New population of human T cells
Researchers from the Imaging Centre of Excellence in collaboration with a team from the Peter Doherty Institute for Infection and Immunity (Doherty Institute) have discovered a new population of disease-fighting T Cells in the human immune system.
The study, published in Immunity today, found that while these cells were a close relative of mucosal-associated invariant T (MAIT) cells that recognise bacteria such as mycobacterium tuberculosis and E. coli, they differed in the types of foreign molecules or antigens they can detect.
Imaging CoE CI Dale Godfrey, based at the Doherty Institute, explains that while MAIT cells typically detect vitamin B2 (riboflavin) metabolites produced by various types of bacteria, the new cells detect derivatives of vitamin B9 (folate) — an essential dietary component — and may harness the ability to recognise other common antigens that are structurally related to these molecules.
“These findings provide valuable new insight into the types of cells that comprise the human immune system, the various antigens they can recognise and therefore the types of diseases they may protect us from,” Godfrey says.
“The next phase of our research will be to test whether they’re elevated, altered or depleted when presented with infectious and non-infectious diseases, with the aim of ultimately determining how they might be manipulated to fight disease.”
Co-senior author CI Jamie Rossjohn, Monash University, says: “Using the Australian Synchrotron here in Melbourne, we provided insight into the molecular basis underpinning these responses.

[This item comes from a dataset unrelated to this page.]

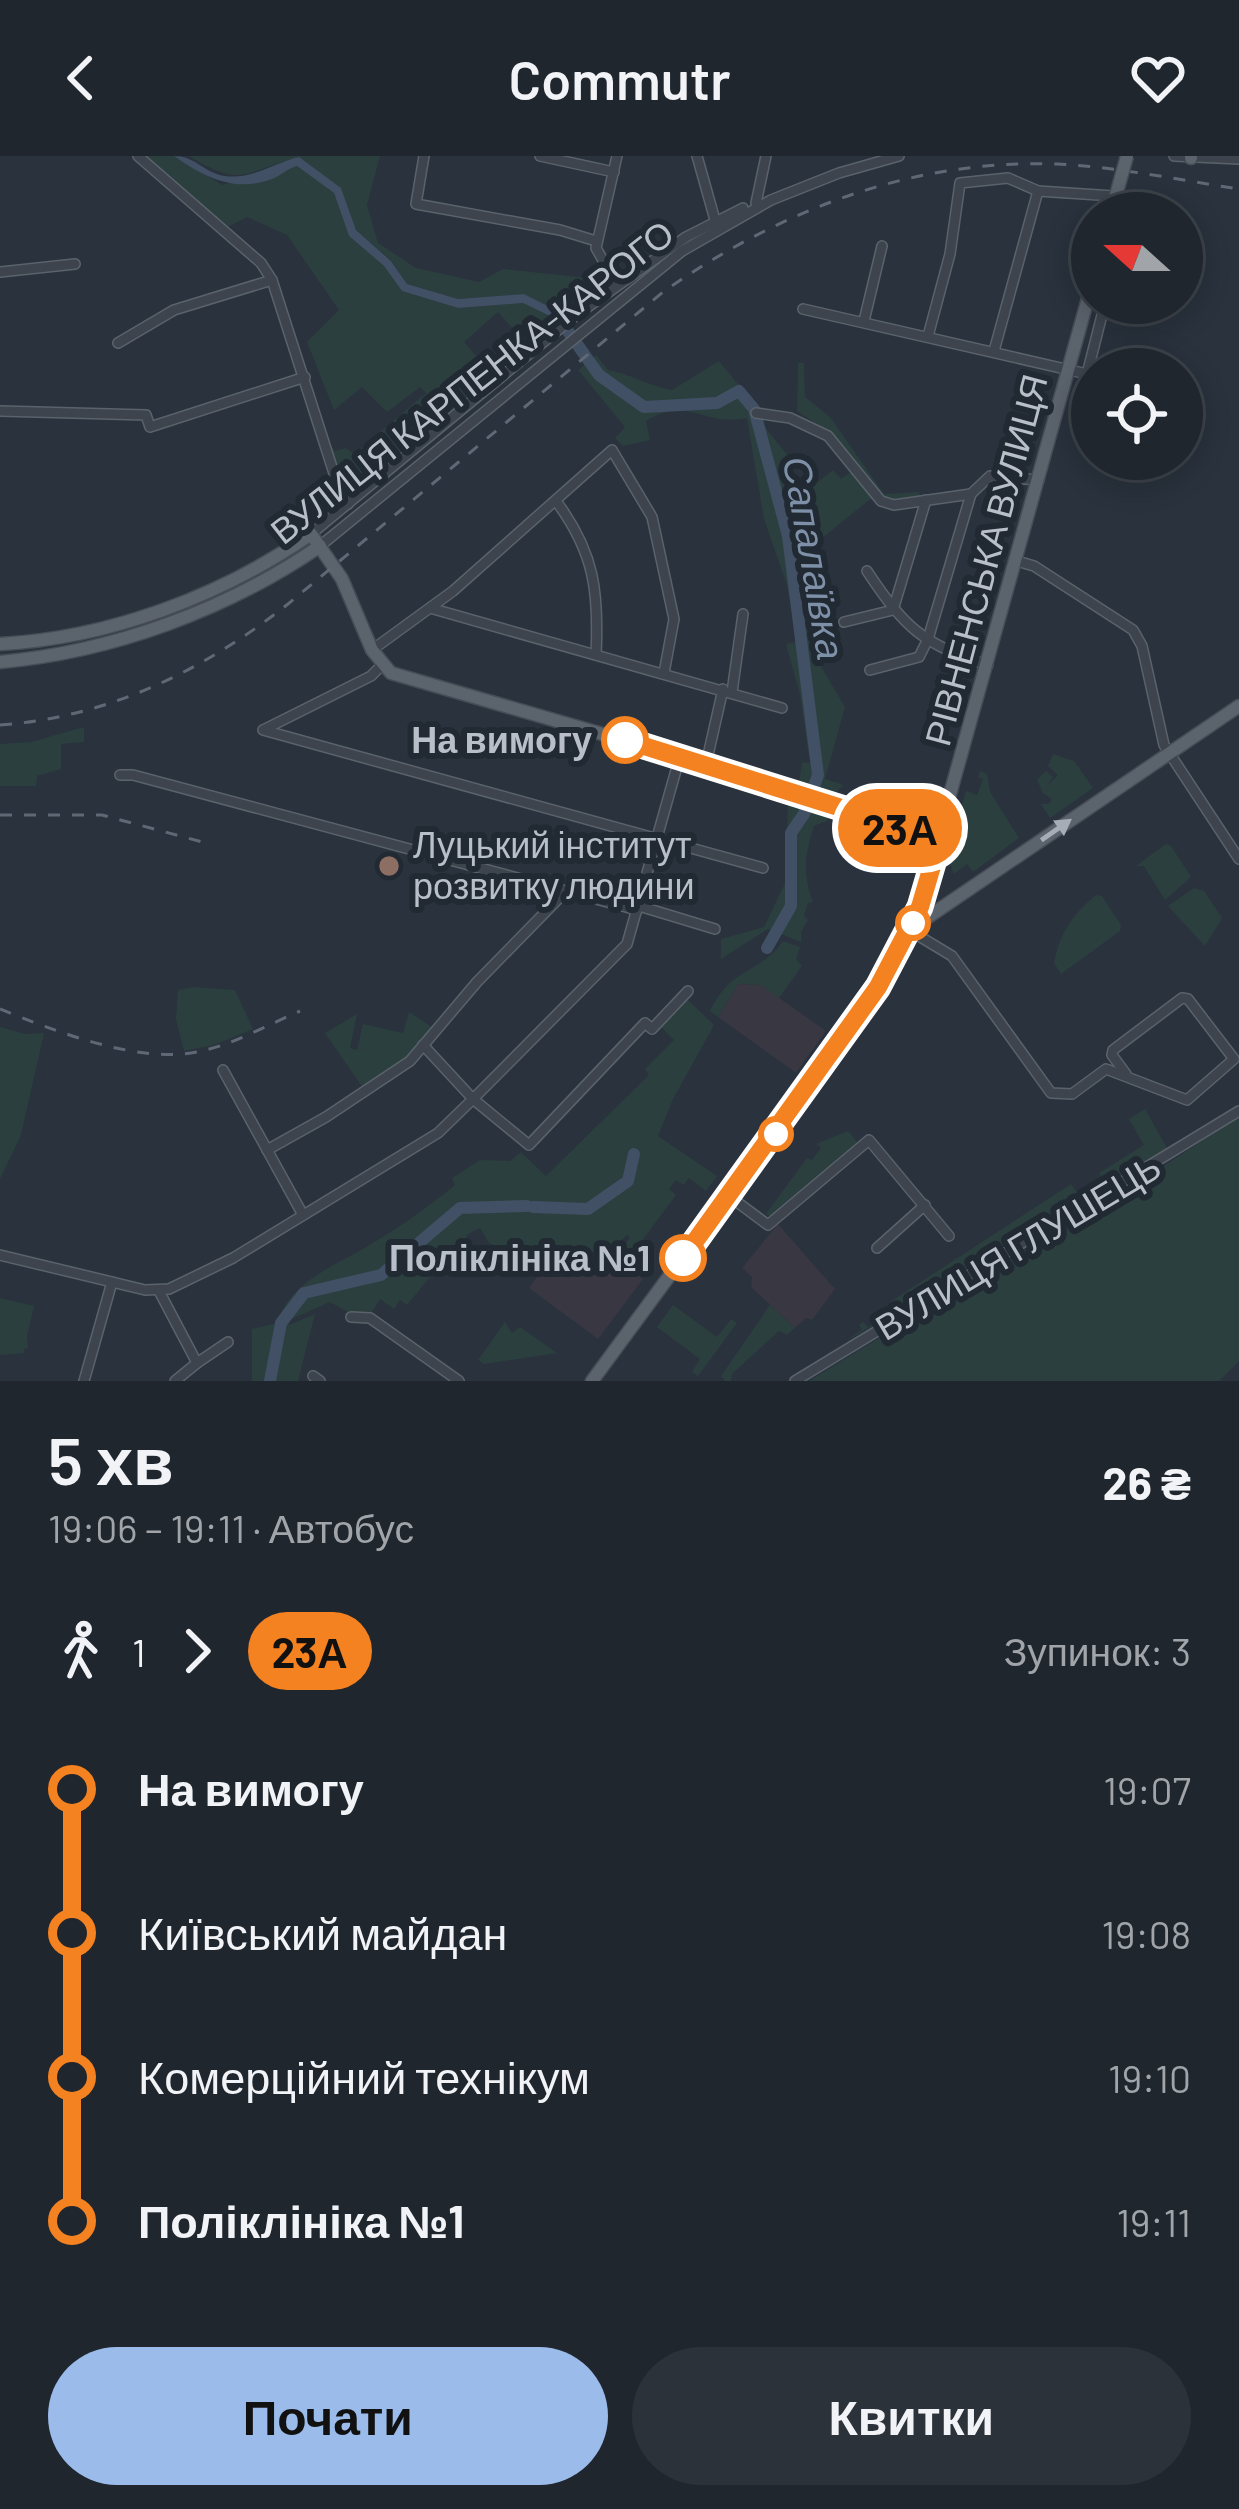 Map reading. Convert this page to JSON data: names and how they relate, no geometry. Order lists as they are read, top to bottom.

“Collectively, this work potentially suggests a broader role for MAIT cells in the immune system, including in diseases of non-microbial aetiology.”
Sharon Lewin, Director of the Doherty Institute, concludes: “We know a lot about the immune system, but there are still many pieces of this very complex puzzle that are missing – as identified by this study.
“This paper is a valuable addition to a series of pioneering studies on MAIT cells by a collaborative network of Australian researchers including teams headed by Imaging CoE CIs Godfrey, Rossjohn and David Fairlie, who is based at the University of Queensland, and James McCluskey, Deputy Vice Chancellor of Research, the University of Melbourne.